Über die Postleitzahl 52391
Im Südosten des Kreises Düren, an der Grenze zum Rhein-Erft-Kreis und zum Kreis Euskirchen, liegt die Gemeinde Vettweiß in Nordrhein-Westfalen. Fast die gesamte Fläche der Postleitzahl gehört zu ihr, mit Ortsteilen wie Froitzheim, Kelz, Gladbach, Jakobwüllesheim und Disternich. Die Landschaft gehört zur Zülpicher Börde und zur Voreifel, mitten hindurch fließt der Neffelbach, an dessen Ufern ein Landschaftsschutzgebiet liegt.

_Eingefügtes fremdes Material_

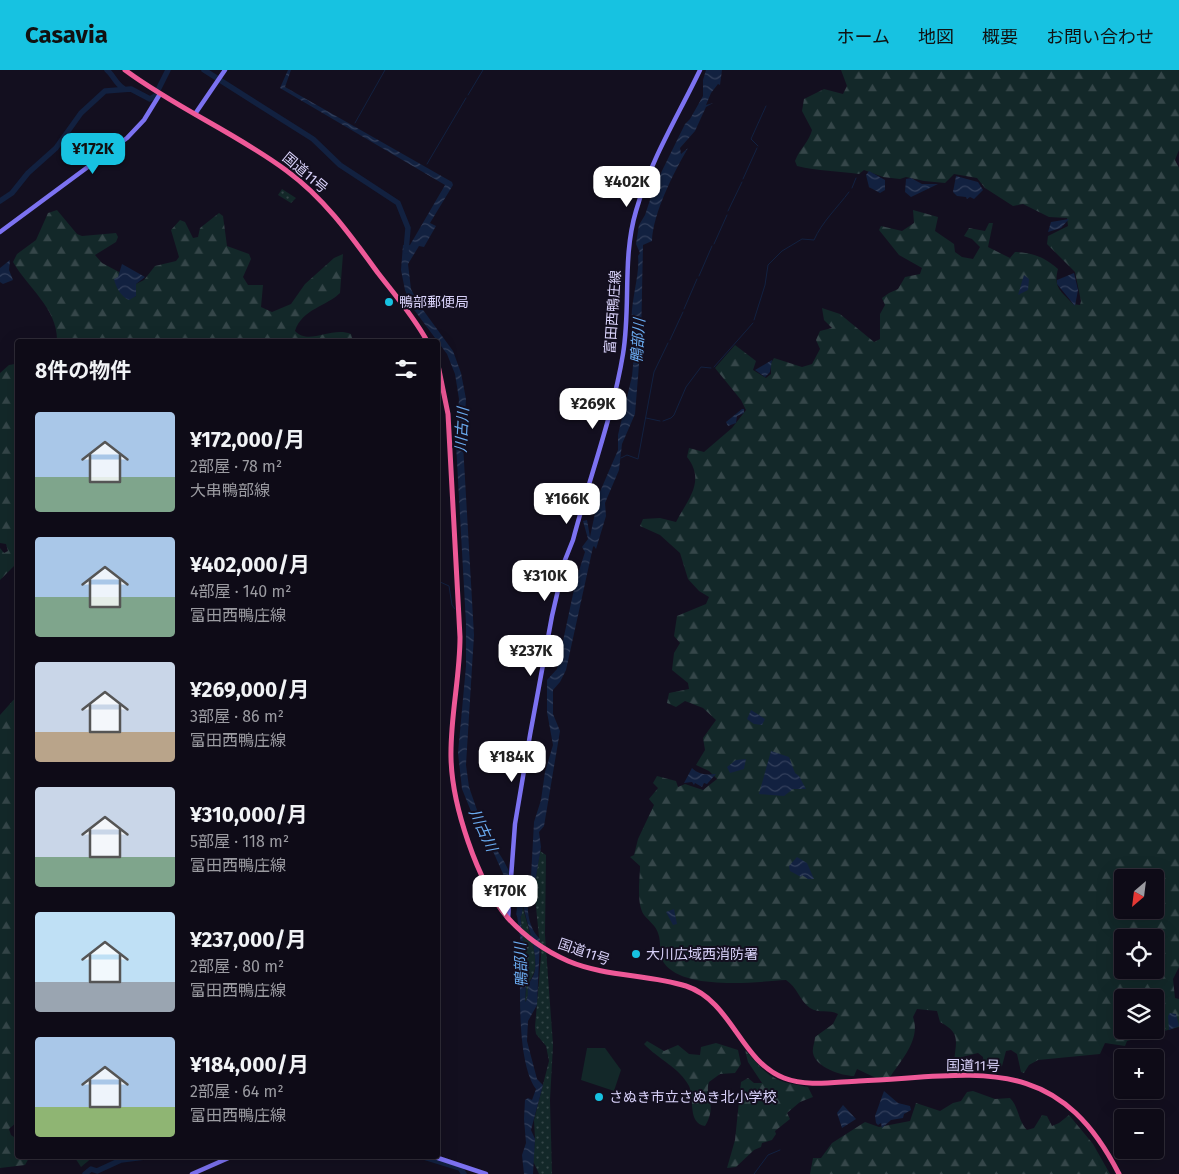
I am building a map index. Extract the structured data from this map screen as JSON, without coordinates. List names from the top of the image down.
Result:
{
  "streets": {
    "highway": ["国道11号"],
    "main road": ["富田西鴨庄線"]
  },
  "crossings": [
    ["国道11号", "富田西鴨庄線"]
  ],
  "water": ["鴨部川", "川古川"],
  "places": ["鴨部郵便局", "大川広域西消防署", "さぬき市立さぬき北小学校"],
  "north": "bottom left",
  "page": {
    "header": "Casavia",
    "nav": [
      "ホーム",
      "地図",
      "概要",
      "お問い合わせ"
    ],
    "price": [
      "¥172K",
      "¥402K",
      "¥269K",
      "¥166K",
      "¥310K",
      "¥237K",
      "¥184K",
      "¥170K"
    ],
    "heading": "8件の物件",
    "list": [
      {
        "name": "¥172,000/月",
        "note": "2部屋 · 78 m² · 大串鴨部線"
      },
      {
        "name": "¥402,000/月",
        "note": "4部屋 · 140 m² · 富田西鴨庄線"
      },
      {
        "name": "¥269,000/月",
        "note": "3部屋 · 86 m² · 富田西鴨庄線"
      },
      {
        "name": "¥310,000/月",
        "note": "5部屋 · 118 m² · 富田西鴨庄線"
      },
      {
        "name": "¥237,000/月",
        "note": "2部屋 · 80 m² · 富田西鴨庄線"
      },
      {
        "name": "¥184,000/月",
        "note": "2部屋 · 64 m² · 富田西鴨庄線"
      }
    ],
    "map_buttons": ["+", "−"]
  }
}
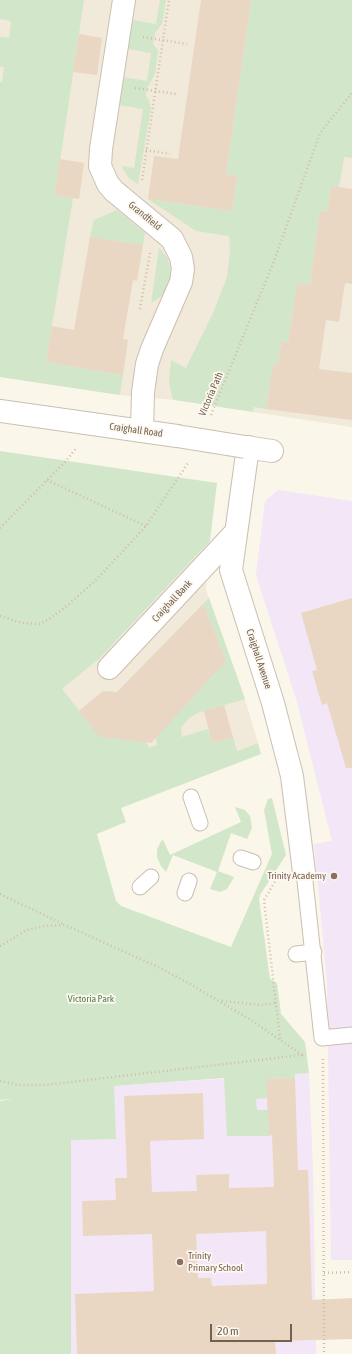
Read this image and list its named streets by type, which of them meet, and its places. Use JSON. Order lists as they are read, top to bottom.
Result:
{
  "streets": {
    "street": [
      "Grandfield",
      "Craighall Road",
      "Craighall Bank",
      "Craighall Avenue"
    ],
    "path": ["Victoria Path"]
  },
  "crossings": [
    ["Grandfield", "Craighall Road"],
    ["Craighall Road", "Craighall Avenue"],
    ["Craighall Bank", "Craighall Avenue"]
  ],
  "parks": ["Victoria Park"],
  "places": ["Trinity Academy", "Trinity Primary School"],
  "scale_bar": "20 m"
}
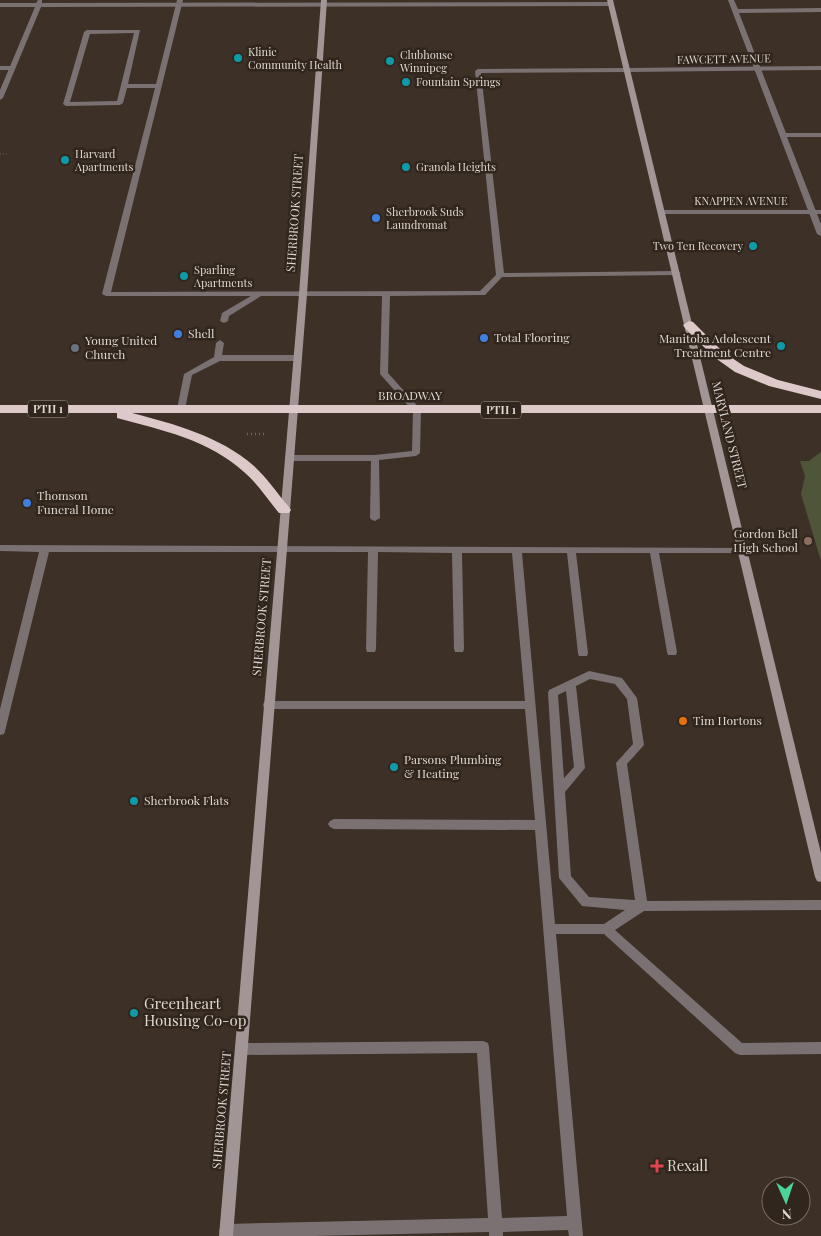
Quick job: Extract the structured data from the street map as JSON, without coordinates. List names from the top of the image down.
{
  "streets": {
    "highway": ["BROADWAY", "PTH 1"],
    "main road": ["SHERBROOK STREET", "MARYLAND STREET"],
    "street": ["FAWCETT AVENUE", "KNAPPEN AVENUE"]
  },
  "crossings": [
    ["FAWCETT AVENUE", "MARYLAND STREET"],
    ["KNAPPEN AVENUE", "MARYLAND STREET"],
    ["SHERBROOK STREET", "BROADWAY"],
    ["BROADWAY", "MARYLAND STREET"]
  ],
  "places": {
    "other": [
      "Klinic Community Health",
      "Clubhouse Winnipeg",
      "Fountain Springs",
      "Harvard Apartments",
      "Granola Heights",
      "Sherbrook Suds Laundromat",
      "Two Ten Recovery",
      "Sparling Apartments",
      "Shell",
      "Total Flooring",
      "Manitoba Adolescent Treatment Centre",
      "Young United Church",
      "Thomson Funeral Home",
      "Gordon Bell High School",
      "Tim Hortons",
      "Parsons Plumbing & Heating",
      "Sherbrook Flats",
      "Greenheart Housing Co-op"
    ],
    "health": ["Rexall"]
  },
  "north": "bottom"
}
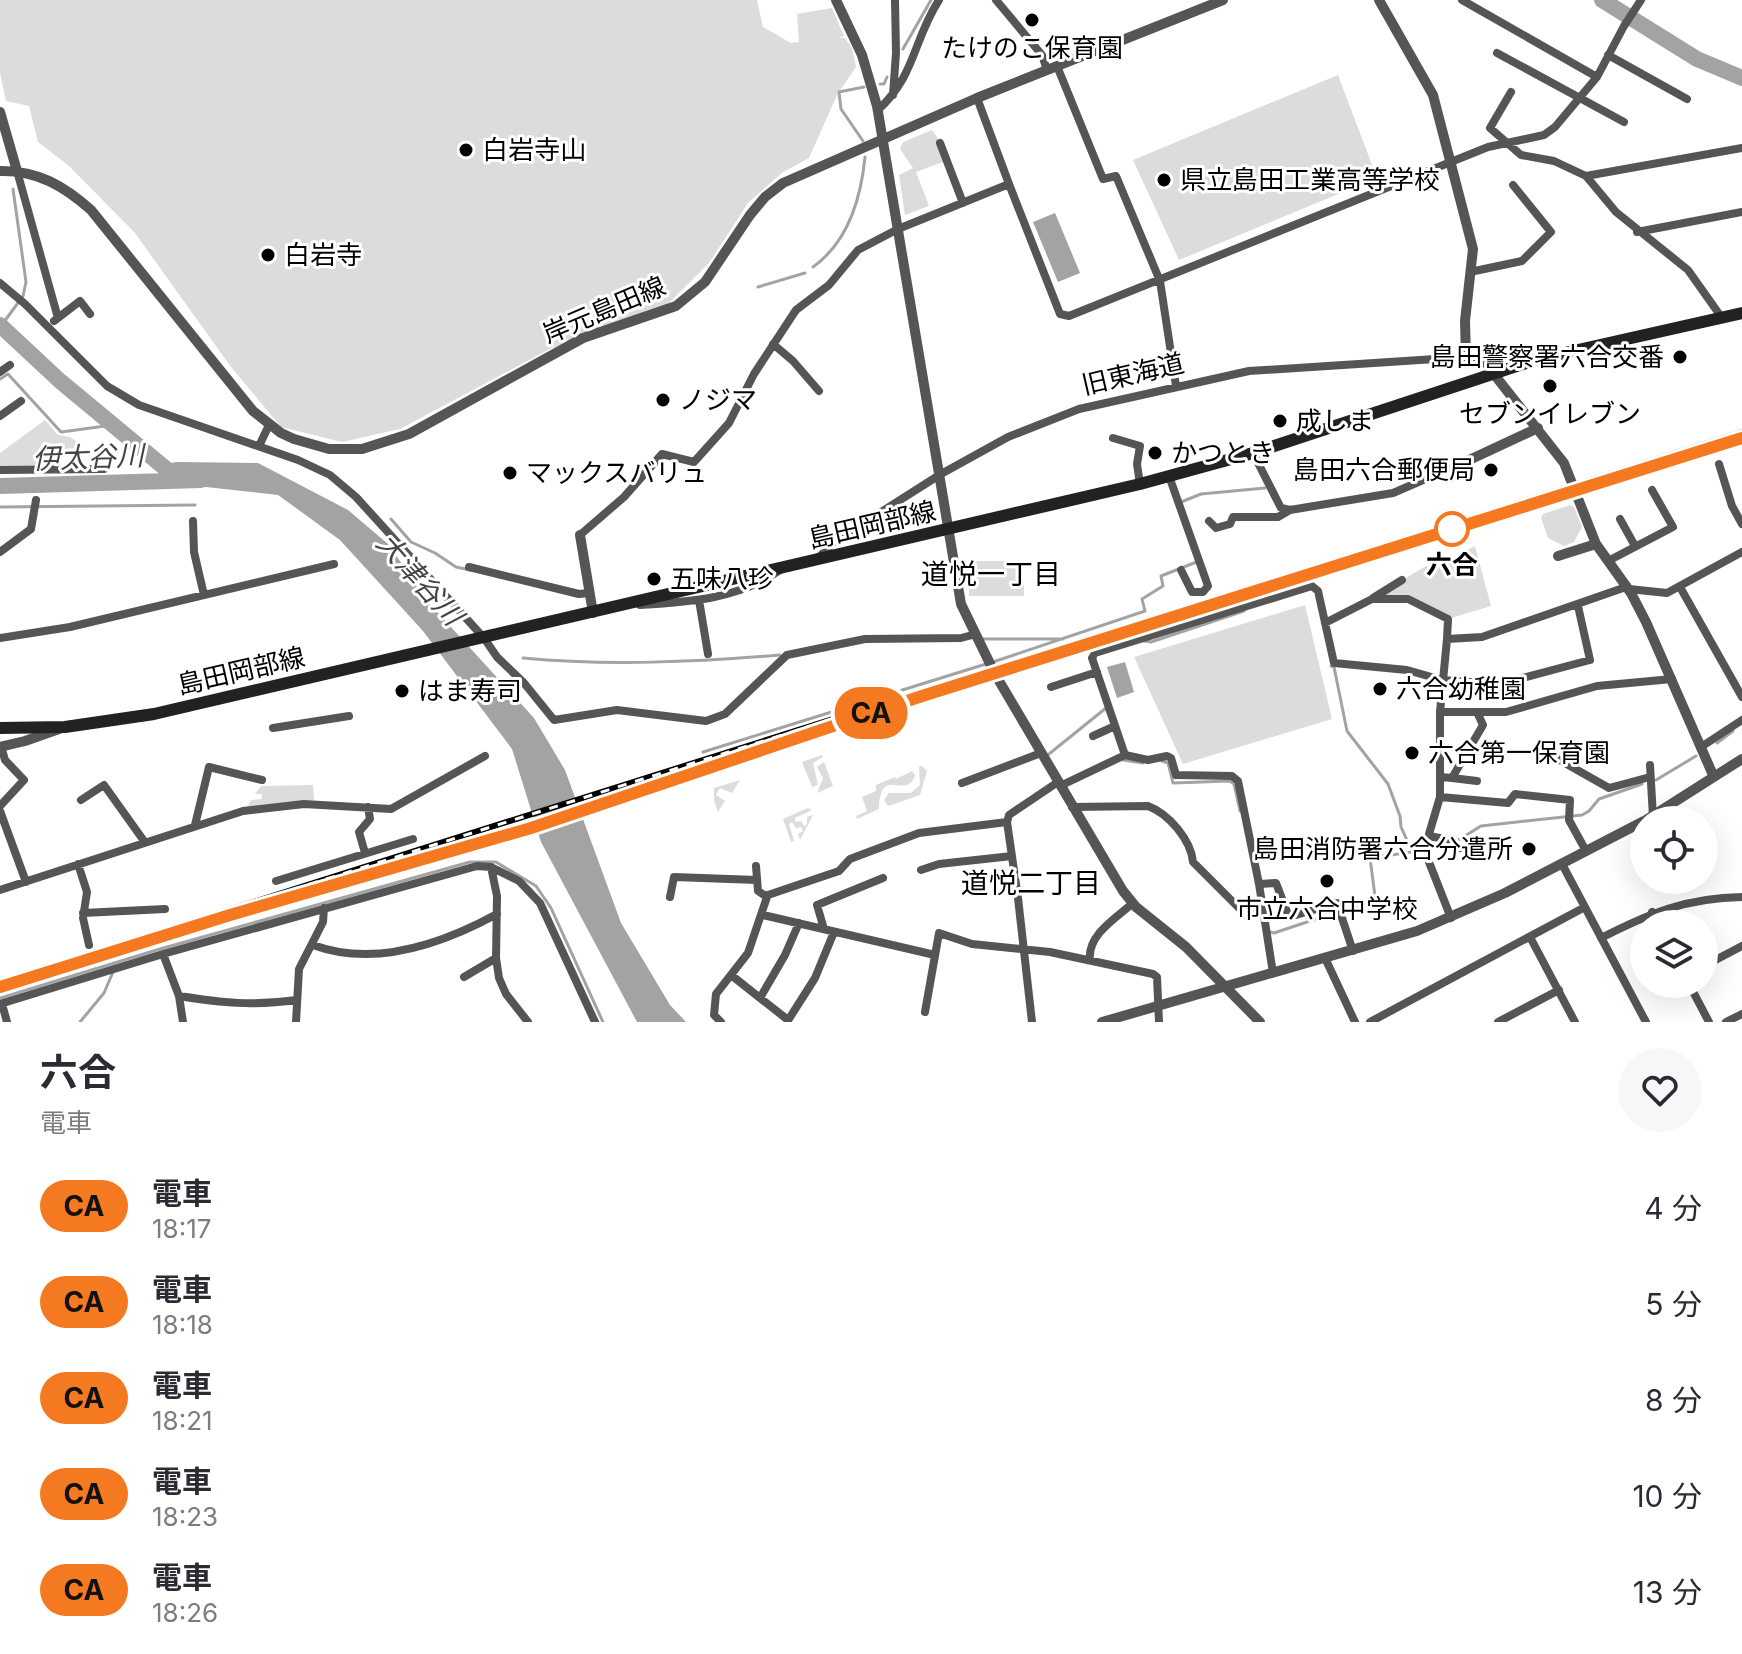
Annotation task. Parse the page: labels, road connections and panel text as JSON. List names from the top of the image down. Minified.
{"streets":{"main road":["島田岡部線"],"street":["岸元島田線","旧東海道"]},"crossings":[["旧東海道","島田岡部線"]],"districts":["道悦一丁目","道悦二丁目"],"water":["伊太谷川","大津谷川"],"places":["たけのこ保育園","白岩寺山","県立島田工業高等学校","白岩寺","島田警察署六合交番","セブンイレブン","ノジマ","成しま","かつとき","島田六合郵便局","マックスバリュ","六合","五味八珍","六合幼稚園","はま寿司","六合第一保育園","島田消防署六合分遣所","市立六合中学校"],"page":{"on_map":"CA","heading":["六合","電車"],"list":[{"mark":"CA","name":"電車","note":"18:17","value":"4 分"},{"mark":"CA","name":"電車","note":"18:18","value":"5 分"},{"mark":"CA","name":"電車","note":"18:21","value":"8 分"},{"mark":"CA","name":"電車","note":"18:23","value":"10 分"},{"mark":"CA","name":"電車","note":"18:26","value":"13 分"}]}}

Der Name des Hauptorts entstand aus dem Wort „vihsse“ für Dorf und einem vorangestellten Namen einer Matronen-Schutzgöttin, von der mehrere Weihesteine gefunden wurden. Eine erste, wohl gefälschte Urkunde erwähnt den Ort schon 989. Die Böden der Gegend zählen zu den wenigen deutschen Schwarzerdeböden, was bis heute den Gemüseanbau bis nach Aachen prägt. Rund 110 denkmalgeschützte Bauwerke stehen in der Gemeinde, darunter Vierseitenhöfe, Backsteinbauten und Fachwerkhäuser; an den alten Wassermühlen am Neffelbach wird längst nicht mehr gearbeitet.
Mit 9.789 Einwohnerinnen und Einwohnern auf 82,8 km² bringt es die Postleitzahl auf eine Dichte von 118 Menschen je Quadratkilometer. Durch das Gemeindegebiet führen die Bundesstraßen B 56 und B 477, außerdem verkehren auf der Bahnstrecke Düren–Euskirchen Züge der Linie „Eifel-Bördebahn“. Nachbarorte der angrenzenden Postleitzahlen sind unter anderem Nörvenich, Nideggen und Zülpich.